Hopefully, in a serious newspaper there should not be unsupported leads.

LCB: I remember one example where you and, I think, an AP reporter wrote a similar story along the lines of, “Democrats are afraid,” and then never cited anyone by name. We’ve definitely seen poorly supported and unsupported leads from serious news organizations.

AN: Do I think every now and then a story slips through where that happens? Sometimes, but it should not. I should not be writing stories like that. If I do, for whatever reason, because I was fatigued, laziness, whatever, some editor should be stopping it. But generally speaking I don’t write stories without doing tons and tons of reporting. I don’t know that I always get it right but I certainly try to get it right, and I hope any lead I write is completely substantiated. … I know all of my main competitors very well — Dan Balz, Ron Brownstein, Ron Fournier — they all strike me the same way, as really solid people. So that happens every now and then, but it shouldn’t, and it’s not systematic. It just shouldn’t happen.
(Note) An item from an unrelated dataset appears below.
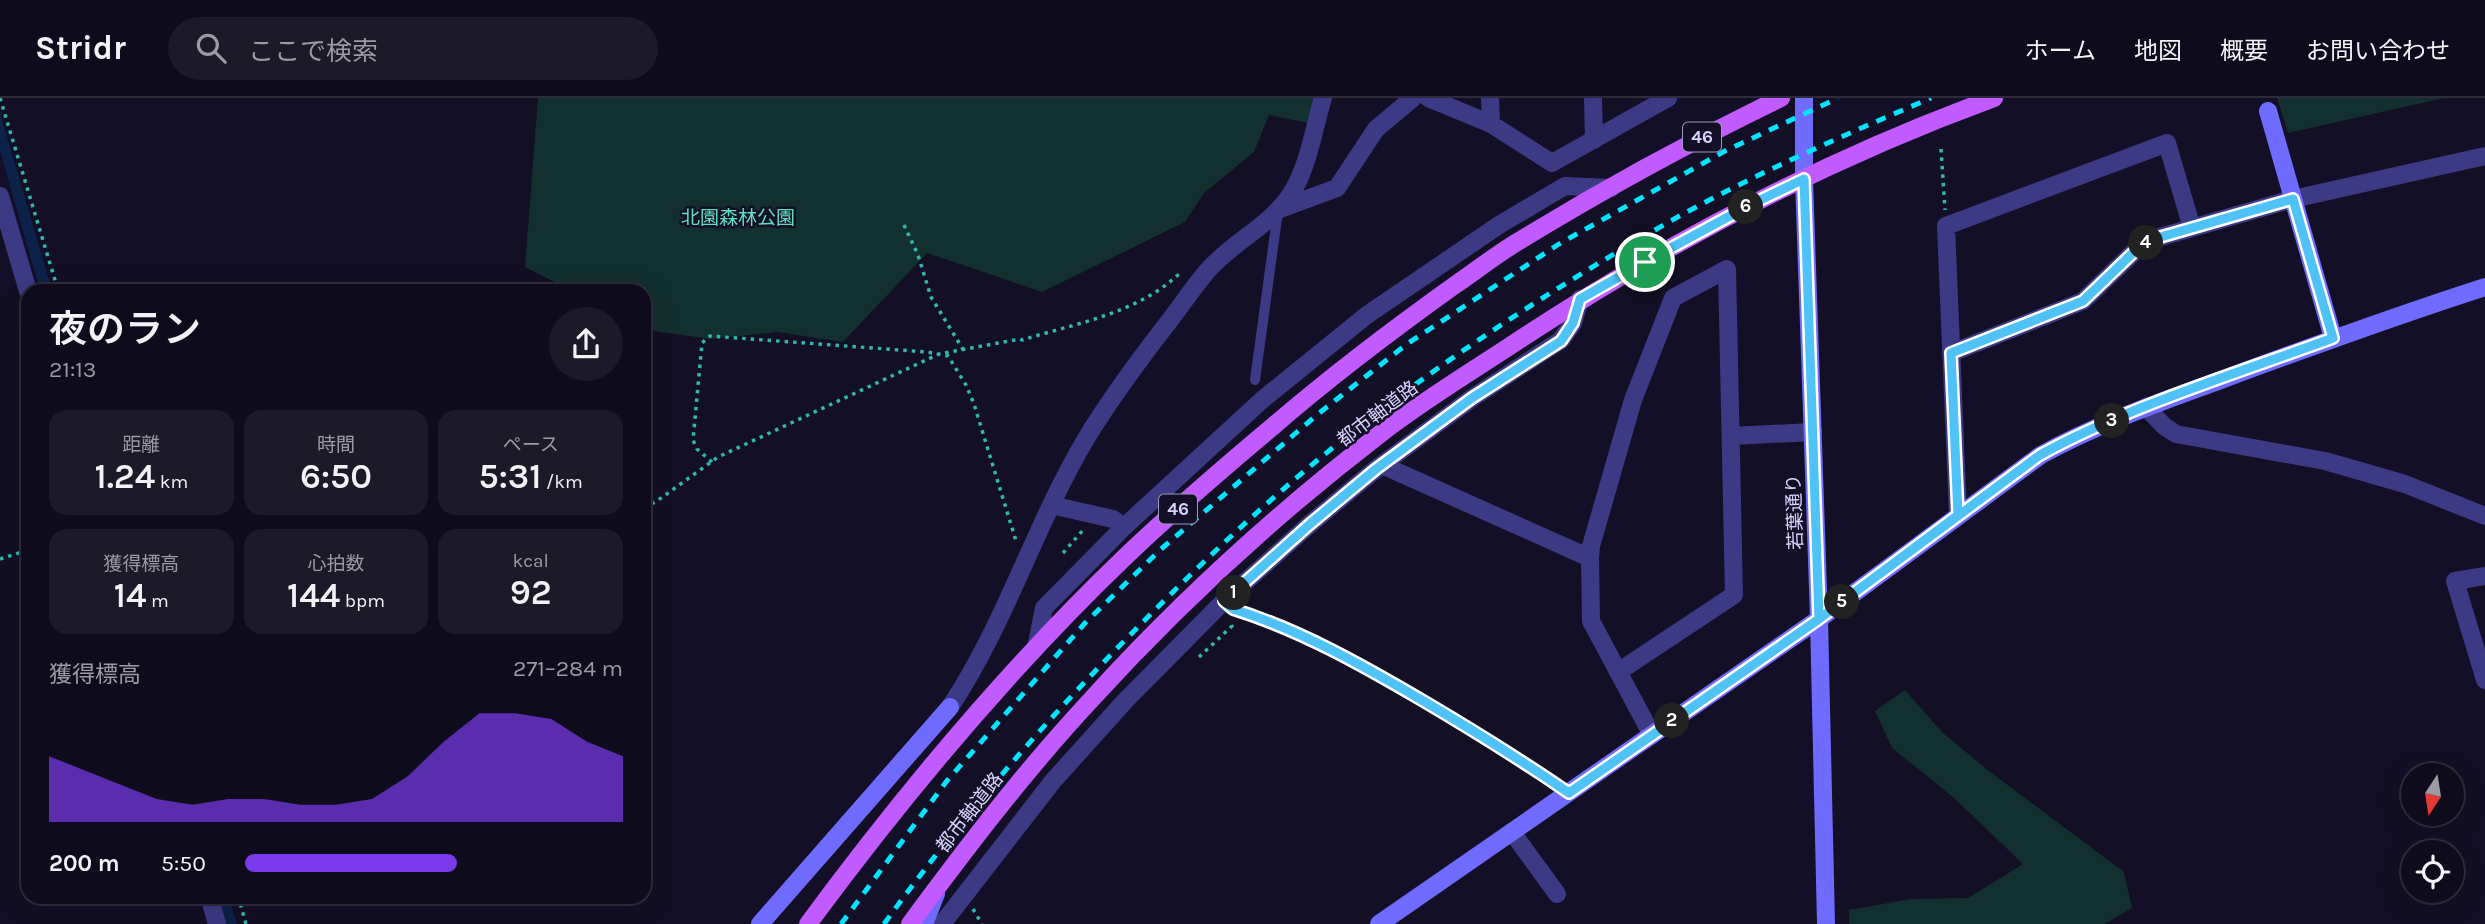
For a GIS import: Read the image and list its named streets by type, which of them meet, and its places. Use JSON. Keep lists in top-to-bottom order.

LCB: Howard Kurtz recently quoted you saying that there’s no point in going to debates because they’re television events, that you opt to cover them from home. So what’s the larger point of being on the trail? With instant transcripts and such, and virtually no access, why bother to go out on the trail at all?

AN: … When you cover a debate, you’re in a big room with 1,000 reporters watching television screens. I mean the odds are, you’re never going to see candidate at all. When you’re on the trail, you’re in the room with the candidate, the voters, so I don’t think there’s any equivalence there at all. My point on the debates, my main point is that I think “spin rooms” are a waste of time.

LCB: But you and most campaign reporters still quote those spinners outside of the debate, outside of the spin room. What’s the difference?

Liz Cox Barrett is a writer at CJR.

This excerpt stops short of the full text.